How would you define a pool of goroutines to be executed at once?

Question

TL;DR: Please just go to the last part and tell me how you would solve this problem.

I've begun using Go this morning coming from Python. I want to call a closed-source executable from Go several times, with a bit of concurrency, with different command line arguments. My resulting code is working just well but I'd like to get your input in order to improve it. Since I'm at an early learning stage, I'll also explain my workflow.

For the sake of simplicity, assume here that this "external closed-source program" is zenity, a Linux command line tool that can display graphical message boxes from the command line.

Calling an executable file from Go

So, in Go, I would go like this:

package main
import "os/exec"
func main() {
    cmd := exec.Command("zenity", "--info", "--text='Hello World'")
    cmd.Run()
}

This should be working just right. Note that .Run() is a functional equivalent to .Start() followed by .Wait(). This is great, but if I wanted to execute this program just once, the whole programming stuff would not be worth it. So let's just do that multiple times.

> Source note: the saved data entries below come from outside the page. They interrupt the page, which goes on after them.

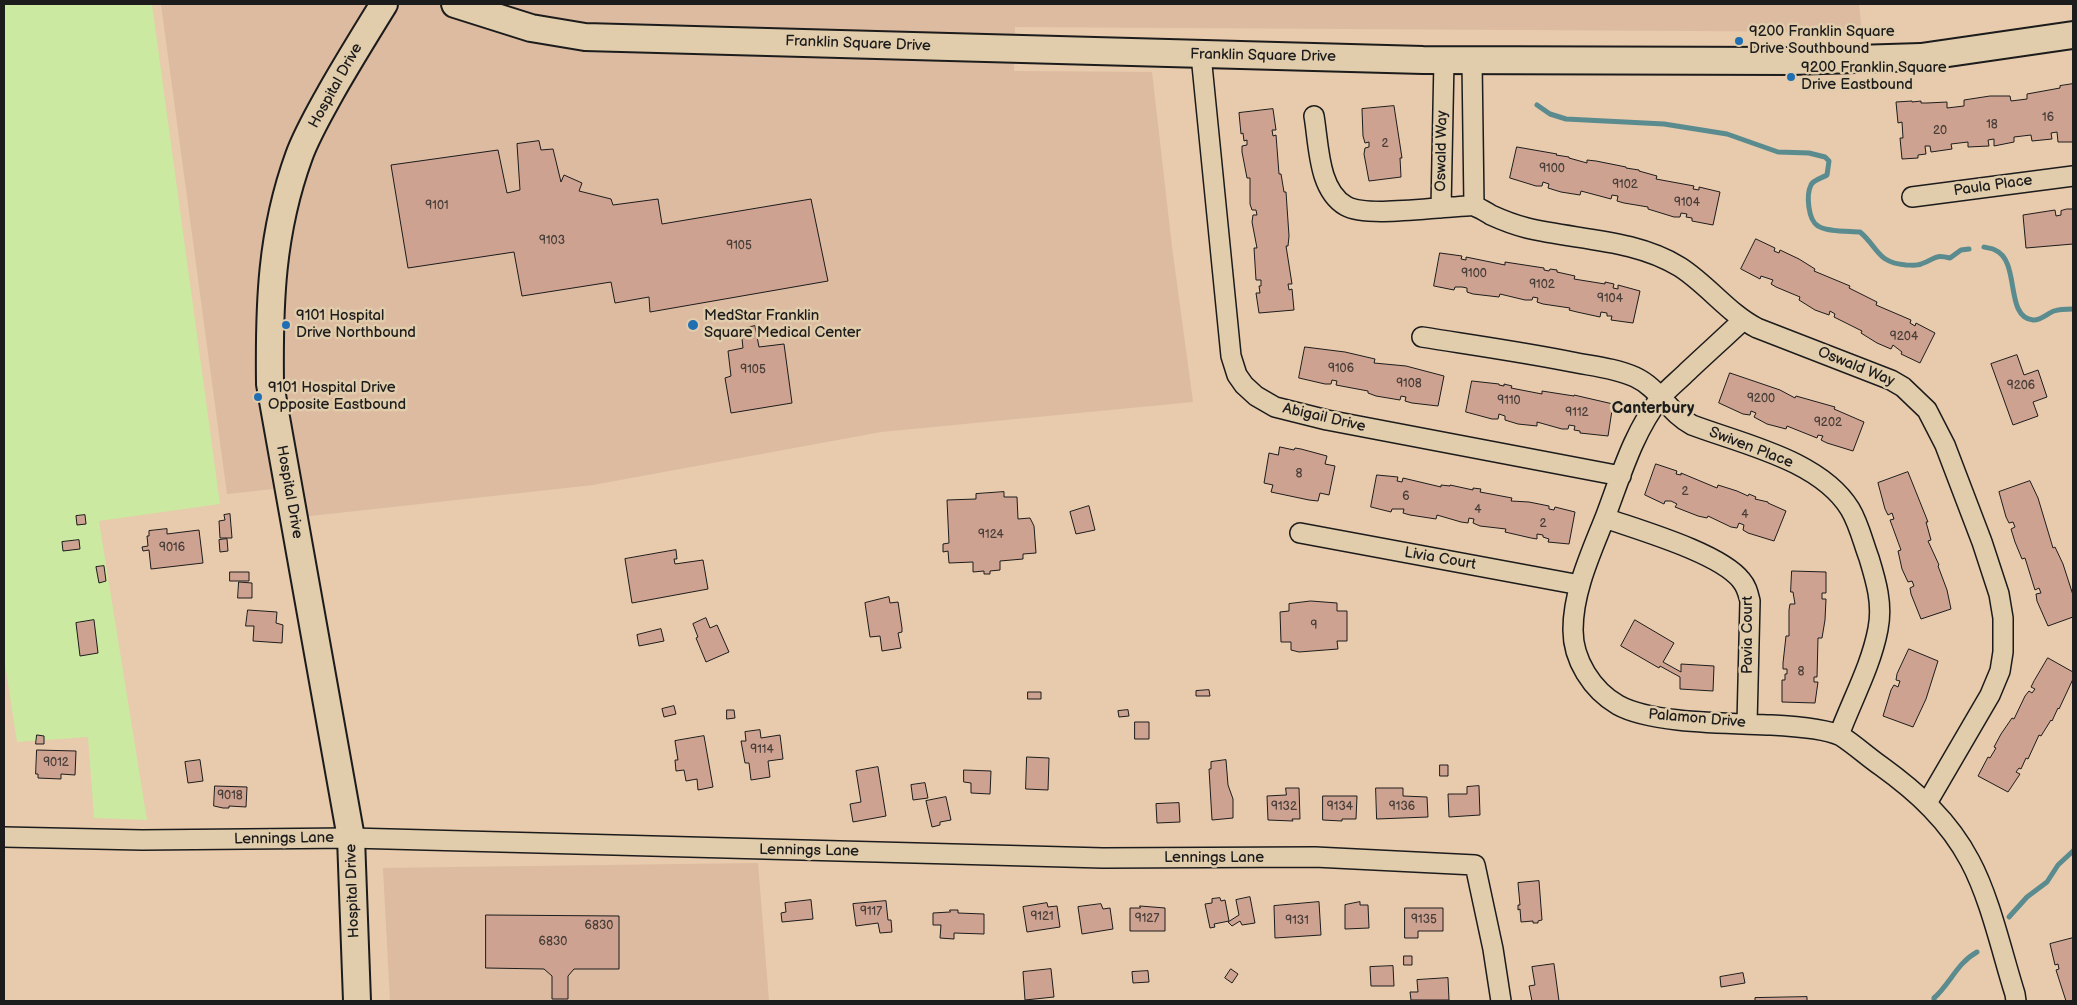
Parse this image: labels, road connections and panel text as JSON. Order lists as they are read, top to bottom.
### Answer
{
  "streets": {
    "street": [
      "Franklin Square Drive",
      "Hospital Drive",
      "Oswald Way",
      "Paula Place",
      "Abigail Drive",
      "Swiven Place",
      "Livia Court",
      "Pavia Court",
      "Palamon Drive",
      "Lennings Lane"
    ]
  },
  "crossings": [
    ["Franklin Square Drive", "Oswald Way"],
    ["Franklin Square Drive", "Abigail Drive"],
    ["Hospital Drive", "Lennings Lane"],
    ["Oswald Way", "Palamon Drive"],
    ["Abigail Drive", "Palamon Drive"],
    ["Swiven Place", "Palamon Drive"],
    ["Livia Court", "Palamon Drive"],
    ["Pavia Court", "Palamon Drive"]
  ],
  "districts": ["Canterbury"],
  "places": [
    "9200 Franklin Square Drive Southbound",
    "9200 Franklin Square Drive Eastbound",
    "9101 Hospital Drive Northbound",
    "MedStar Franklin Square Medical Center",
    "9101 Hospital Drive Opposite Eastbound"
  ],
  "house_numbers": [
    "16",
    "18",
    "20",
    "2",
    "9100",
    "9102",
    "9104",
    "9101",
    "9103",
    "9105",
    "9100",
    "9102",
    "9104",
    "9204",
    "9106",
    "9105",
    "9108",
    "9206",
    "9200",
    "9110",
    "9112",
    "9202",
    "8",
    "2",
    "6",
    "4",
    "4",
    "2",
    "9124",
    "9016",
    "9",
    "8",
    "9114",
    "9012",
    "9018",
    "9132",
    "9134",
    "9136",
    "9117",
    "9121",
    "9127",
    "9135",
    "9131",
    "6830",
    "6830"
  ]
}
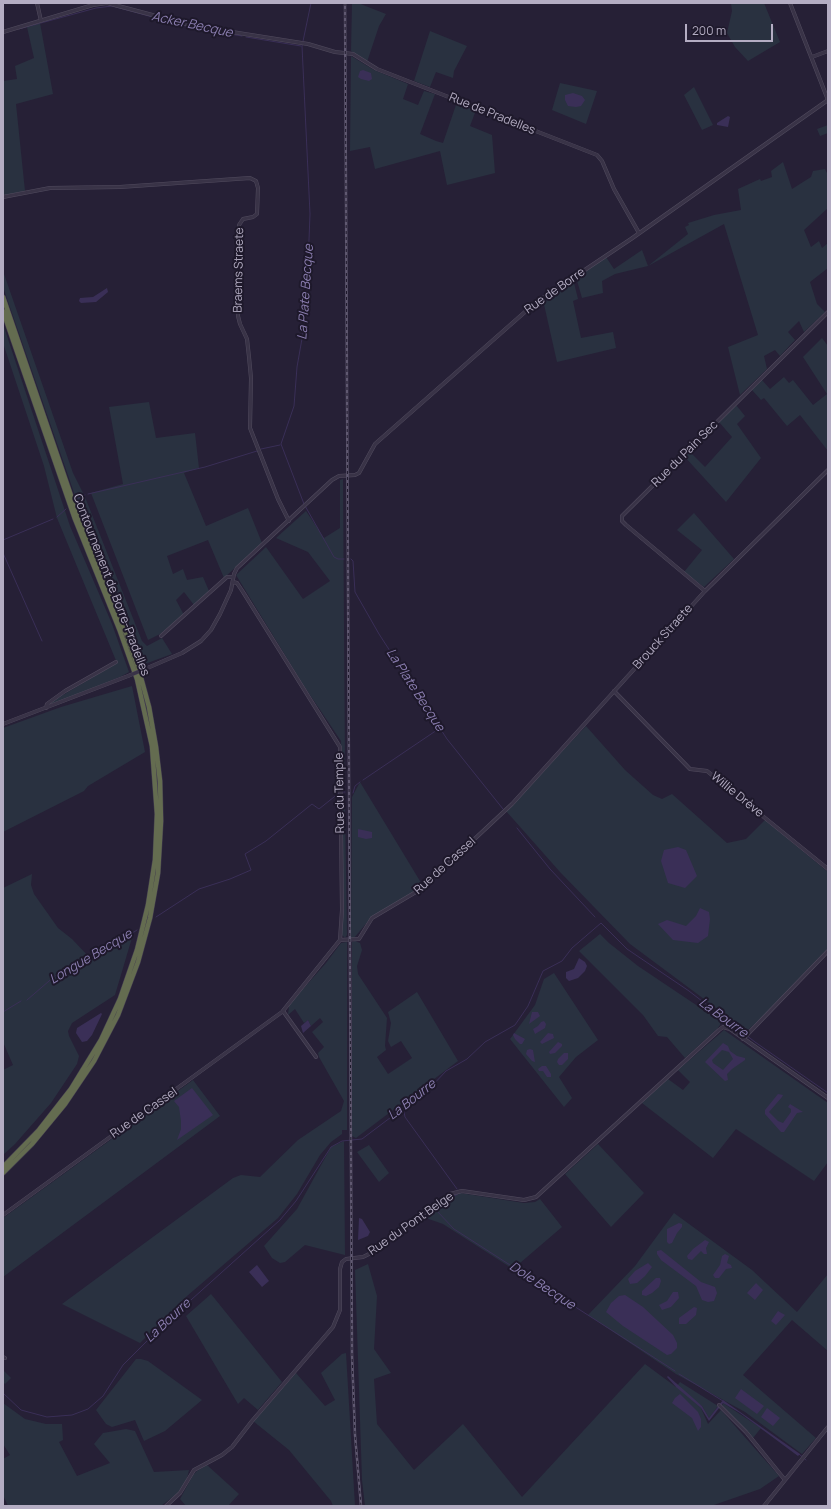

Calling an executable multiple times

Now that I had this working, I'd like to call my program multiple times, with custom command line arguments (here just i for the sake of simplicity).

package main    
import (
    "os/exec"
    "strconv"
)

func main() {
    NumEl := 8 // Number of times the external program is called
    for i:=0; i<NumEl; i++ {
        cmd := exec.Command("zenity", "--info", "--text='Hello from iteration n." + strconv.Itoa(i) + "'")
        cmd.Run()
    }
}

Ok, we did it! But I still can't see the advantage of Go over Python … This piece of code is actually executed in a serial fashion. I have a multiple-core CPU and I'd like to take advantage of it. So let's add some concurrency with goroutines.

Goroutines, or a way to make my program parallel

a) First attempt: just add "go"s everywhere

Let's rewrite our code to make things easier to call and reuse and add the famous go keyword:

package main
import (
    "os/exec"
    "strconv"
)

func main() {
    NumEl := 8 
    for i:=0; i<NumEl; i++ {
        go callProg(i)  // <--- There!
    }
}

func callProg(i int) {
    cmd := exec.Command("zenity", "--info", "--text='Hello from iteration n." + strconv.Itoa(i) + "'")
    cmd.Run()
}

Nothing! What is the problem? All the goroutines are executed at once. I don't really know why zenity is not executed but AFAIK, the Go program exited before the zenity external program could even be initialized. This was confirmed by the use of time.Sleep: waiting for a couple of seconds was enough to let the 8 instance of zenity launch themselves. I don't know if this can be considered a bug though.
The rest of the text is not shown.